→ **Task directions**
Restate each record word for word, omitting whatever pictures it holds.

Saved data entries
+ + +

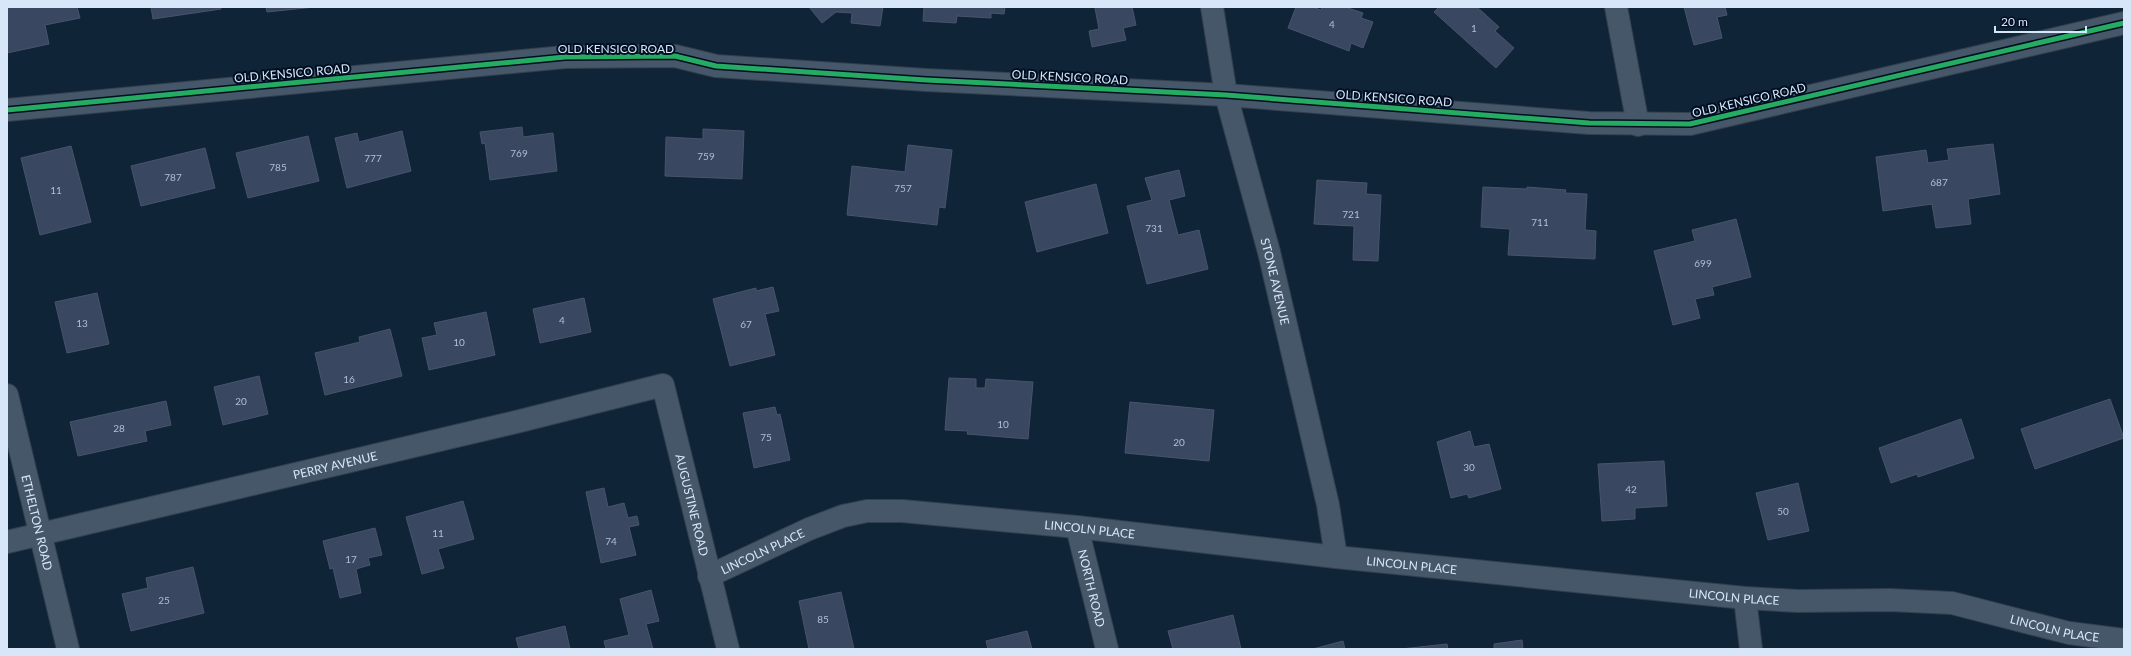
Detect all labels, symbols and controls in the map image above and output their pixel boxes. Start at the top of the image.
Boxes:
scale bar [1995,8,2086,34]
text: 20 m [2001,14,2028,29]
house number: 4 [1329,18,1335,30]
house number: 1 [1471,22,1477,34]
street label: OLD KENSICO ROAD [558,41,674,56]
street label: OLD KENSICO ROAD [233,60,351,86]
street label: OLD KENSICO ROAD [1011,66,1129,88]
street label: OLD KENSICO ROAD [1691,80,1807,120]
street label: OLD KENSICO ROAD [1335,86,1453,110]
house number: 769 [510,147,528,159]
house number: 759 [697,150,715,162]
house number: 777 [364,152,382,164]
house number: 785 [269,161,287,173]
house number: 787 [164,171,182,183]
house number: 687 [1930,176,1948,188]
house number: 757 [894,182,912,194]
house number: 11 [50,184,62,196]
house number: 721 [1342,208,1360,220]
house number: 711 [1531,216,1549,228]
house number: 731 [1145,222,1163,234]
street label: STONE AVENUE [1258,236,1293,326]
house number: 699 [1694,257,1712,269]
house number: 4 [559,314,565,326]
house number: 13 [76,317,88,329]
house number: 67 [740,318,752,330]
house number: 10 [453,336,465,348]
house number: 16 [343,373,355,385]
house number: 20 [235,395,247,407]
house number: 10 [997,418,1009,430]
house number: 28 [113,422,125,434]
house number: 75 [760,431,772,443]
house number: 20 [1173,436,1185,448]
street label: PERRY AVENUE [291,447,379,482]
street label: AUGUSTINE ROAD [673,452,712,557]
house number: 30 [1463,461,1475,473]
street label: ETHELTON ROAD [19,473,56,572]
house number: 42 [1625,483,1637,495]
house number: 50 [1777,505,1789,517]
street label: LINCOLN PLACE [1044,517,1136,541]
street label: LINCOLN PLACE [718,525,807,577]
house number: 11 [432,527,444,539]
house number: 74 [605,535,617,547]
street label: NORTH ROAD [1075,548,1109,629]
house number: 17 [345,553,357,565]
street label: LINCOLN PLACE [1366,553,1458,577]
street label: LINCOLN PLACE [1688,585,1780,607]
house number: 25 [158,594,170,606]
street label: LINCOLN PLACE [2009,611,2100,644]
house number: 85 [817,613,829,625]

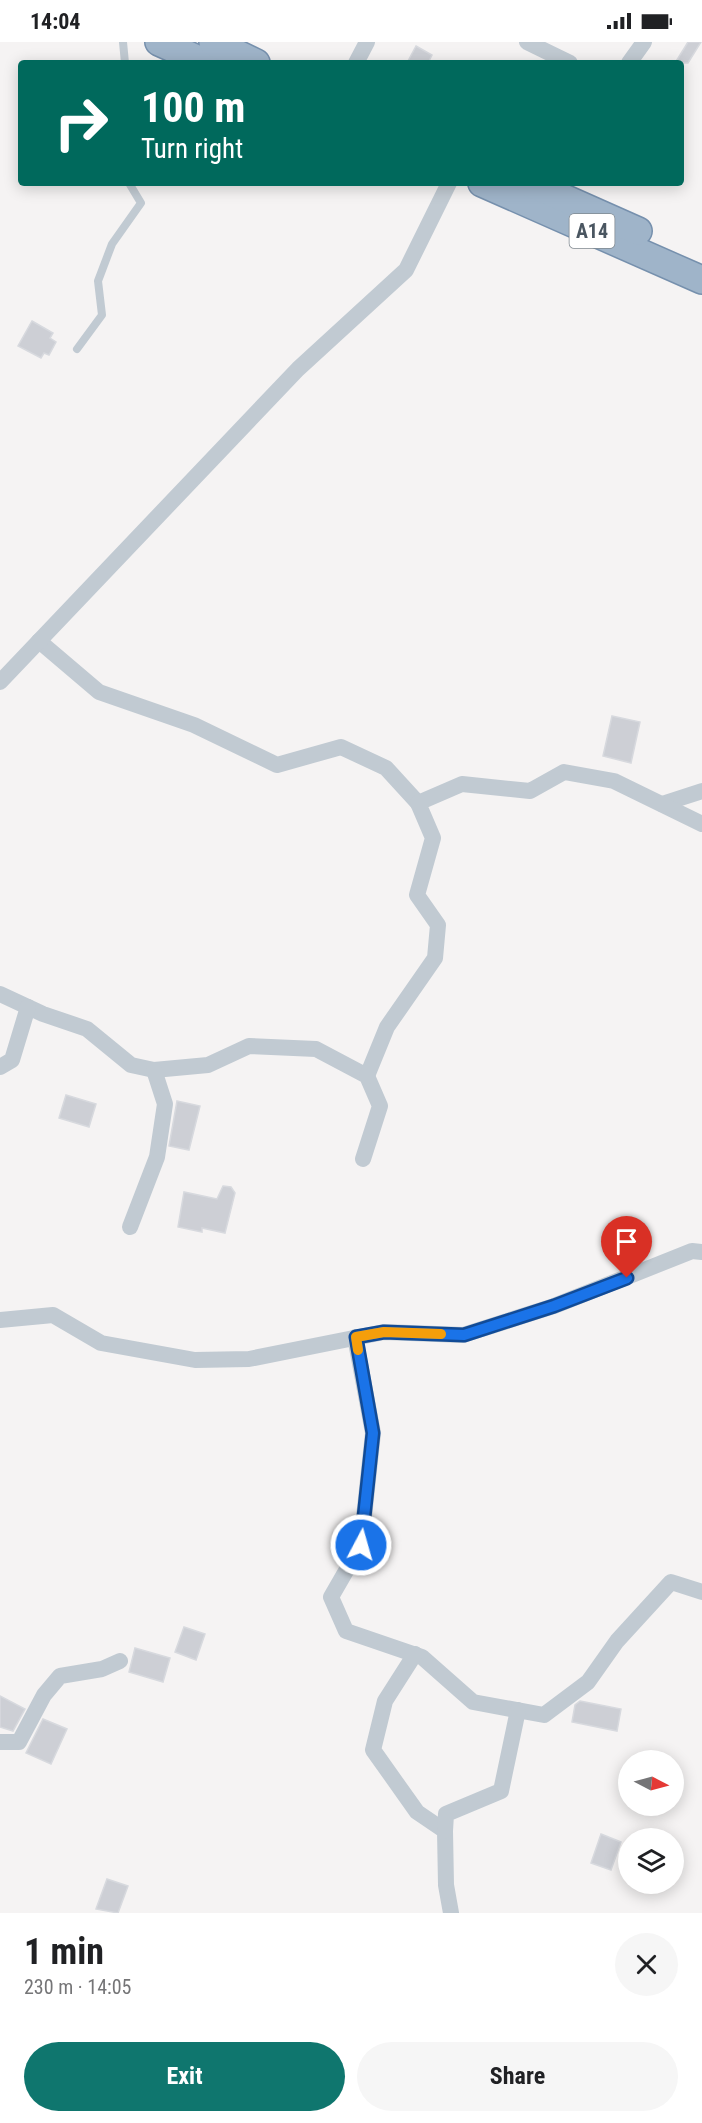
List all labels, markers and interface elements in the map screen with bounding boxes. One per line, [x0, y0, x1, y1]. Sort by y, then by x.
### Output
text: 14:04 [30, 9, 81, 34]
text: 100 m [141, 83, 246, 132]
icon: right [42, 84, 120, 162]
text: Turn right [141, 133, 243, 165]
road number: A14 [570, 214, 614, 248]
pin [601, 1216, 652, 1278]
icon: arrive [610, 1225, 643, 1258]
position arrow [329, 1513, 393, 1577]
north arrow [618, 1750, 684, 1816]
map controls [618, 1750, 684, 1894]
button: layers [618, 1828, 684, 1894]
text: 1 min [24, 1931, 104, 1973]
button: close [615, 1933, 678, 1996]
text: 230 m · 14:05 [24, 1975, 131, 1999]
button: Exit [24, 2042, 345, 2111]
button: Share [357, 2042, 678, 2111]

+ + +

→ **Solution to this task**
Detect all labels, symbols and controls in the map image above and output their pixel boxes. Start at the top of the image.
Boxes:
scale bar [1995,8,2086,34]
text: 20 m [2001,14,2028,29]
house number: 4 [1329,18,1335,30]
house number: 1 [1471,22,1477,34]
street label: OLD KENSICO ROAD [558,41,674,56]
street label: OLD KENSICO ROAD [233,60,351,86]
street label: OLD KENSICO ROAD [1011,66,1129,88]
street label: OLD KENSICO ROAD [1691,80,1807,120]
street label: OLD KENSICO ROAD [1335,86,1453,110]
house number: 769 [510,147,528,159]
house number: 759 [697,150,715,162]
house number: 777 [364,152,382,164]
house number: 785 [269,161,287,173]
house number: 787 [164,171,182,183]
house number: 687 [1930,176,1948,188]
house number: 757 [894,182,912,194]
house number: 11 [50,184,62,196]
house number: 721 [1342,208,1360,220]
house number: 711 [1531,216,1549,228]
house number: 731 [1145,222,1163,234]
street label: STONE AVENUE [1258,236,1293,326]
house number: 699 [1694,257,1712,269]
house number: 4 [559,314,565,326]
house number: 13 [76,317,88,329]
house number: 67 [740,318,752,330]
house number: 10 [453,336,465,348]
house number: 16 [343,373,355,385]
house number: 20 [235,395,247,407]
house number: 10 [997,418,1009,430]
house number: 28 [113,422,125,434]
house number: 75 [760,431,772,443]
house number: 20 [1173,436,1185,448]
street label: PERRY AVENUE [291,447,379,482]
street label: AUGUSTINE ROAD [673,452,712,557]
house number: 30 [1463,461,1475,473]
street label: ETHELTON ROAD [19,473,56,572]
house number: 42 [1625,483,1637,495]
house number: 50 [1777,505,1789,517]
street label: LINCOLN PLACE [1044,517,1136,541]
street label: LINCOLN PLACE [718,525,807,577]
house number: 11 [432,527,444,539]
house number: 74 [605,535,617,547]
street label: NORTH ROAD [1075,548,1109,629]
house number: 17 [345,553,357,565]
street label: LINCOLN PLACE [1366,553,1458,577]
street label: LINCOLN PLACE [1688,585,1780,607]
house number: 25 [158,594,170,606]
street label: LINCOLN PLACE [2009,611,2100,644]
house number: 85 [817,613,829,625]

List all labels, markers and interface elements in the map screen with bounding boxes. One per line, [x0, y0, x1, y1]. Sort by y, then by x.
### Output
text: 14:04 [30, 9, 81, 34]
text: 100 m [141, 83, 246, 132]
icon: right [42, 84, 120, 162]
text: Turn right [141, 133, 243, 165]
road number: A14 [570, 214, 614, 248]
pin [601, 1216, 652, 1278]
icon: arrive [610, 1225, 643, 1258]
position arrow [329, 1513, 393, 1577]
north arrow [618, 1750, 684, 1816]
map controls [618, 1750, 684, 1894]
button: layers [618, 1828, 684, 1894]
text: 1 min [24, 1931, 104, 1973]
button: close [615, 1933, 678, 1996]
text: 230 m · 14:05 [24, 1975, 131, 1999]
button: Exit [24, 2042, 345, 2111]
button: Share [357, 2042, 678, 2111]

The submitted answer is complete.